Ideally, managers would never have to worry about underperforming employees. Employees would come into an organization already possessing the necessary skills for the job, they would easily adapt to changing workplaces and responsibilities, and if they were lacking in any areas, they would eagerly put in extra hours and training to reach their full potential. But unfortunately, many employees do not meet this ideal. Instead, some slip through the interview process and come into an organization under-prepared. Others fail to progress with changing times and responsibilities. And some just don’t get it, and they make no attempts to improve their performance.
Although it’s a conversation few managers want to have with their employees, many managers choose to address employee weaknesses head on, a nationwide survey from NFI Research found. According to the survey, the top course of action in dealing with weaknesses in others is to discuss the weakness. The next leading courses of action are to provide additional training, support, regular meetings and then put them on notice.

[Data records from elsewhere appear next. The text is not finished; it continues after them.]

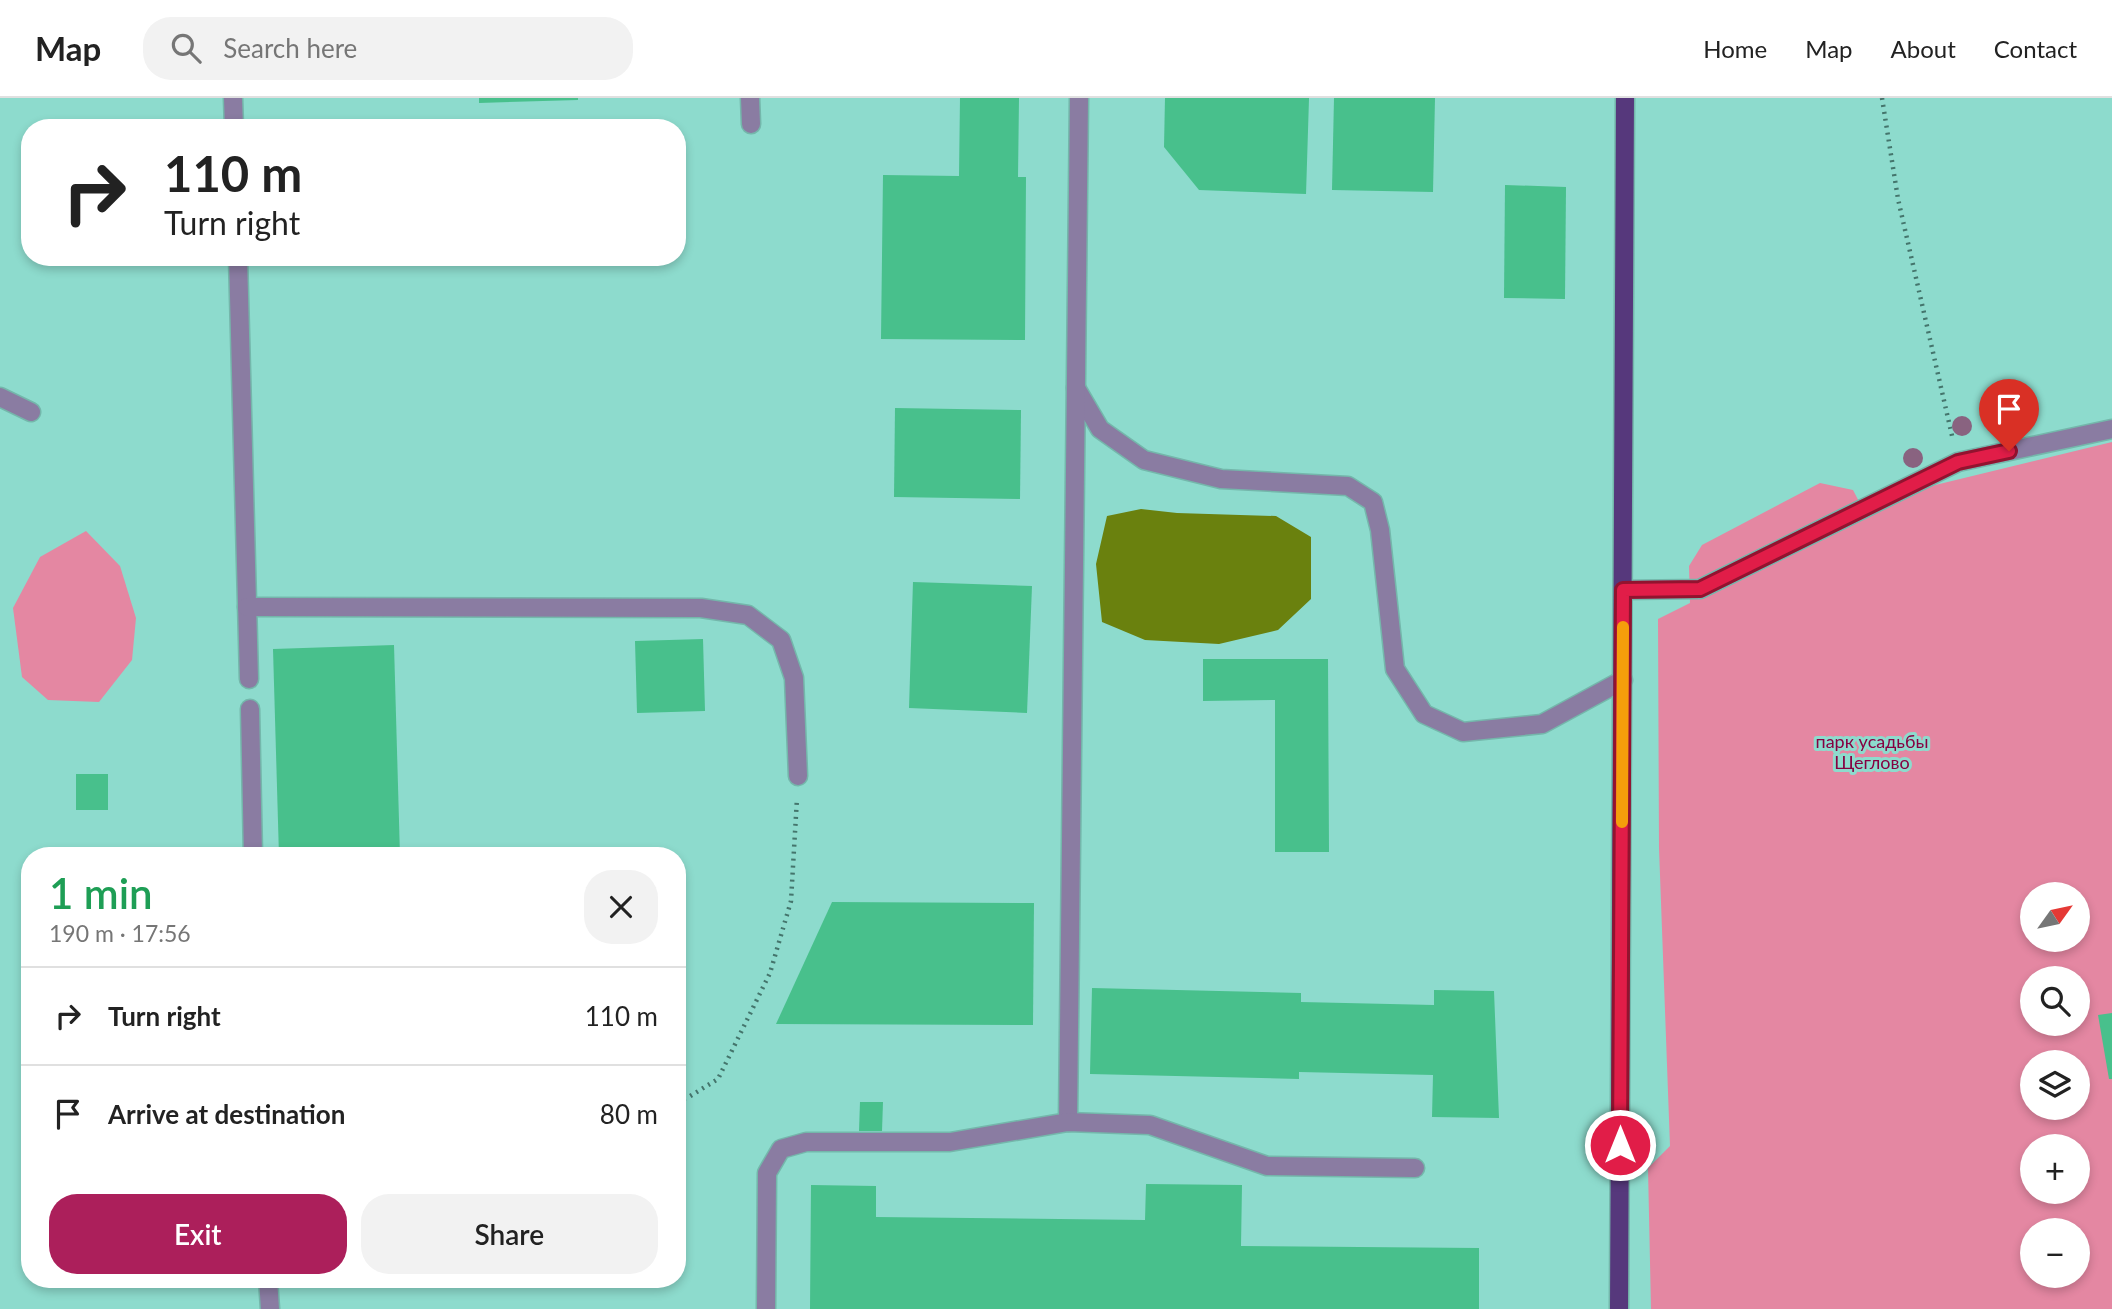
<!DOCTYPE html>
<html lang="en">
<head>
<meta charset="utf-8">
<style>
	body { margin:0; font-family:Lato,sans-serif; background:#f2f2f2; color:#222; height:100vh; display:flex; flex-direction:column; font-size:26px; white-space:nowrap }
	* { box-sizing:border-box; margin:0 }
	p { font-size:23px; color:#767676 }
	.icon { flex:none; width:38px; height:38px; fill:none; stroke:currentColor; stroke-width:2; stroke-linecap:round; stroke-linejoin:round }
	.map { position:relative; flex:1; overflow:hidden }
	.drawer { position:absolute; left:21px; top:749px; width:665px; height:441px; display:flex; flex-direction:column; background:#fff; border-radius:28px; box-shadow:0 4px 10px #0003 }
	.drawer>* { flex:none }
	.guide { position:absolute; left:21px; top:21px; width:665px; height:147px; border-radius:28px; box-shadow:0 4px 10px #0003; background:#fff; color:#222; overflow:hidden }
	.needle { width:46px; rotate:57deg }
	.controls { position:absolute; left:2020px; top:784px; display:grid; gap:14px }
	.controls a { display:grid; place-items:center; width:70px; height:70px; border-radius:50%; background:#fff; box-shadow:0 4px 10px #0003; font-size:35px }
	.pin { position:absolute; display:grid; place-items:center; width:60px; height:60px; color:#fff; margin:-72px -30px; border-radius:50% 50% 50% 0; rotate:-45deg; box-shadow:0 0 7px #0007 }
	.pin .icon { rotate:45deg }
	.me { position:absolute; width:77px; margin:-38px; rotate:0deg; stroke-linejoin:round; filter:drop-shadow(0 0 5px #0008) }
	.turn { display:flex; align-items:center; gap:24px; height:147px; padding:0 28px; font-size:32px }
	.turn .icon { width:91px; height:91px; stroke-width:2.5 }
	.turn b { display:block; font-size:49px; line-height:60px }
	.round { display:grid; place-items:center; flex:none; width:74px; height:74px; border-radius:28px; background:#f2f2f2 }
	.headline { display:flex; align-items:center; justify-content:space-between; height:119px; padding:0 28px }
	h1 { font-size:42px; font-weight:600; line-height:52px; color:#1e9e55 }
	.primary-button { display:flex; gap:14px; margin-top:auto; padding:14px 28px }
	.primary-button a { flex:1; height:80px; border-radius:28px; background:#ac1f5b; color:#fff; font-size:28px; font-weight:600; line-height:80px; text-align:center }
	.primary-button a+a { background:#f2f2f2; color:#222 }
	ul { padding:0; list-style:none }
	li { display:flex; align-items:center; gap:21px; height:98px; padding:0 28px; border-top:2px solid #e0e0e0 }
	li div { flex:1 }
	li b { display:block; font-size:26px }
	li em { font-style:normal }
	header { display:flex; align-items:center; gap:42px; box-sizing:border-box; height:98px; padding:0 35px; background:#fff; border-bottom:2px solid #e0e0e0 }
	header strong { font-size:33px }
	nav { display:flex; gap:38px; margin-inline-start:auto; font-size:24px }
	.search { width:490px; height:63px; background:#f2f2f2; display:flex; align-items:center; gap:18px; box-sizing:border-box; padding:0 24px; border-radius:28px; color:#767676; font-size:26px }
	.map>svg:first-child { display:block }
</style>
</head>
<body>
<header>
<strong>Map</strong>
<div class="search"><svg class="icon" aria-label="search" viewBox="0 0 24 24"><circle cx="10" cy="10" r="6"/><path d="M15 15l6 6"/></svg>Search here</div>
<nav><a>Home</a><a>Map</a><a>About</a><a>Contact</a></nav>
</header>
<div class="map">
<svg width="2112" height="1211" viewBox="0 0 2112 1211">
	<rect width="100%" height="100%" fill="#8ddbcd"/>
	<g fill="#e487a2" fill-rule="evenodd">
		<path d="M2112 344V1211H1651L1648 1070 1670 1048 1659 750 1658 521 1690 505 1689 468 1702 447 1820 385 1853 392 1866 417 1923 390ZM2032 796H2077V842H2032ZM2032 880H2077V926H2032ZM2032 964H2077V1010H2032ZM2032 1048H2077V1094H2032ZM2032 1132H2077V1178H2032Z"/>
		<path d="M86 433 120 468 136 520 132 562 99 604 48 602 22 579 13 510 40 459Z"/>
	</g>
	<path fill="#6a810e" d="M1141 411 1177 415 1276 418 1311 439V501L1278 532 1219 546 1145 542 1102 524 1096 466 1107 418Z"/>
	<g fill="#48c08c">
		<path d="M479 0H578V2L479 5Z"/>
		<path d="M960 0H1019L1018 79H1026L1025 242 881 241 883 77 959 78Z"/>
		<path d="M1165 0H1309L1306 96 1199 92 1164 49Z"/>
		<path d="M1334 0H1435L1433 94 1332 92Z"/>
		<path d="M1505 87 1566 89 1565 201 1504 200Z"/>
		<path d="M895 310 1021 312 1020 401 894 399Z"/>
		<path d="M913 484 1032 488 1027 615 909 610Z"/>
		<path d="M703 541 705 613 637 615 635 543Z"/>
		<path d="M394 547 400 758H279L273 551Z"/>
		<path d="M1203 561H1328L1329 754H1275V602L1203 603Z"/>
		<rect x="76" y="676" width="32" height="36"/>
		<path d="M832 804 1034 805 1033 927 776 926Z"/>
		<path d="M1092 890 1301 895V904L1434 907V892L1494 893 1499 1020 1432 1019 1433 977 1299 974V981L1090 976Z"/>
		<path d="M2112 915V981H2109L2098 917Z"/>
		<path d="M860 1004H883L882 1033H859Z"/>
		<path d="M1146 1086 1242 1087 1241 1148 1479 1150V1211H810L811 1087 876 1088V1119L1145 1122Z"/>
	</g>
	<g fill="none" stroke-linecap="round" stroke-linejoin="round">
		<g stroke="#74b7ab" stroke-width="21">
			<g id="minor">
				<path d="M233 0 234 30"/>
				<path d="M750 0 751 26"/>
				<path d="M238 159 249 581"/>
				<path d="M1076 290 1100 331 1144 362 1221 381 1348 388 1373 404 1380 432 1395 571 1424 616 1463 634 1542 626 1623 582"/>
				<path d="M0 299 31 314"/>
				<path d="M1623 492 1700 491 1958 364 2112 331"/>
				<path d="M247 509 701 510 748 517 781 542 794 580 798 678"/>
				<path d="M250 611 253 758"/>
				<path d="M1068 1024 1079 0"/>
				<path d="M268 1181 270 1211"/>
				<path d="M766 1211 767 1075 781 1051 806 1044H950L1068 1024 1150 1027 1267 1068 1415 1070"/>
			</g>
		</g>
		<g stroke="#74b7ab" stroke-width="21">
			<path id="major" d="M1619 1211 1625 0"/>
		</g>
		<g stroke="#44756c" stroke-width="4.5" stroke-dasharray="2 5" stroke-linecap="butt">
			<path d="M1882 0 1898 101 1953 342"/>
			<path d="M677 1002 687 1000 718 981 770 875 791 803 797 700"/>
		</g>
		<use href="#minor" stroke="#8a7ca2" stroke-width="18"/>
		<use href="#major" stroke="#56387c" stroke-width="18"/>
	</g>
	<g fill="#896380">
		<circle cx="1962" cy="328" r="10"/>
		<circle cx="1913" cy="360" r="10"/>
	</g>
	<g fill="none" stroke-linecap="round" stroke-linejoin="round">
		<g stroke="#92132f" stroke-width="18">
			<path id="route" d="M1620 1047 1623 492 1700 491 1958 364 2009 353"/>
		</g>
		<use href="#route" stroke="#e11d48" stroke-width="12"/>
		<path stroke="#f59e0b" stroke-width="12" d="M1622 724 1623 529"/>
	</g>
	<g text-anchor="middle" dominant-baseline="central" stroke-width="6" stroke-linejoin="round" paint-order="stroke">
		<g font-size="18" fill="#860041" stroke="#8ddbcd">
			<text x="1872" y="643">парк усадьбы<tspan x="1872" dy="21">Щеглово</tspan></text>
		</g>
	</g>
</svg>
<div class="controls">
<a><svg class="needle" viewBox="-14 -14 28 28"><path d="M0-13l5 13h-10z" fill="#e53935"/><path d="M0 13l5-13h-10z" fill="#767676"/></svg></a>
<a><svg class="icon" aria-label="search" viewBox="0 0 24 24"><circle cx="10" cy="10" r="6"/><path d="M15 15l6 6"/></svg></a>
<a><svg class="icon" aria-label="layers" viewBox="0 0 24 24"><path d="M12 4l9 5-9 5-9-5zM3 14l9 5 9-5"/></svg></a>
<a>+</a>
<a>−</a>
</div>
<div class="pin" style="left:2009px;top:353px;background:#d93025"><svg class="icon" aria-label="arrive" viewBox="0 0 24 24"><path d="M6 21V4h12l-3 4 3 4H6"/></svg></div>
<svg class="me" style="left:1620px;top:1047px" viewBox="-20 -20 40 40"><circle r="17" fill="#e11d48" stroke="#fff" stroke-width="3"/><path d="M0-11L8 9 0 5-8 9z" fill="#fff"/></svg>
<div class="guide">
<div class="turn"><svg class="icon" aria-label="right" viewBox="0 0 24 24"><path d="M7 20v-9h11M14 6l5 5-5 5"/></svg><div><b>110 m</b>Turn right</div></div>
</div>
<section class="drawer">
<div class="headline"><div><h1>1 min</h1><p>190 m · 17:56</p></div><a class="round"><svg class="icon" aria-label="close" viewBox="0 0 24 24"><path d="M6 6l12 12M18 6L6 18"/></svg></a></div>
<ul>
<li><svg class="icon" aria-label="right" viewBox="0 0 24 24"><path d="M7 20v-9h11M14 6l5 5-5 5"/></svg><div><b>Turn right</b></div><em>110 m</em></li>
<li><svg class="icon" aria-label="arrive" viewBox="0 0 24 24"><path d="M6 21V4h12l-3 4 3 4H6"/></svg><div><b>Arrive at destination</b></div><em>80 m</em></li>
</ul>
<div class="primary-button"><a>Exit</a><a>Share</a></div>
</section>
</div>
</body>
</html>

“It is better to address issues head on and try to correct them than it is to bury or ignore them,” one respondent said. “Sometimes, however, it is not possible to fix. You can reach a person’s limits, which means you either lower the mark or, in the extreme, replace the person if the job has changed and now requires more.”
Many executives and managers frequently reach the limits of others—only 20 percent of senior executives and four percent of managers said they are extremely successful at correcting weaknesses in others to meet the manager’s expectations or requirements.
“We try to be clear about expectations and ensure the employee has the tools to do the job,” said one respondent. “If it becomes apparent their skill level is lacking, we’ll explore training them, which may include probation. After a period of time if they cannot meet the demands of the position, we let them go. If you don’t, other employees quickly accept that lack of accountability, resent you’re not dealing with it and make it a broader negative issue.”
There are times that the person and the task or job are no longer a fit, but the challenge is to identify it sooner rather than later for the benefit of both parties.
“We often do a disservice to those who are under-performing,” said another survey respondent. “It is far better to address the weaknesses directly, determine whether remediation is possible, and if not, allow the employee and the organization to move forward in separate directions. Often an employee not successful in one organization can be very successful in another. As managers, we owe it to them to pursue other opportunities.”
“The first step always has to be to improve performance, second is to reassign where (there is a) better chance of performance being acceptable (and) finally, they have to go,” another respondent said.
Businesses have varying ways of dealing with the issue of weaknesses in employees, many leading to ending employment if the situation is not ultimately resolved.
“I put habitual underachievers on a formal performance improvement plan with very specific, time-measurable and quality measurable milestones and deliverables,” one manager said. “I give them the benefit of coaching and mentoring and frequent dialogue sessions to understand how they are doing. If they fail in this environment for two successive six-month intervals, I will terminate them.”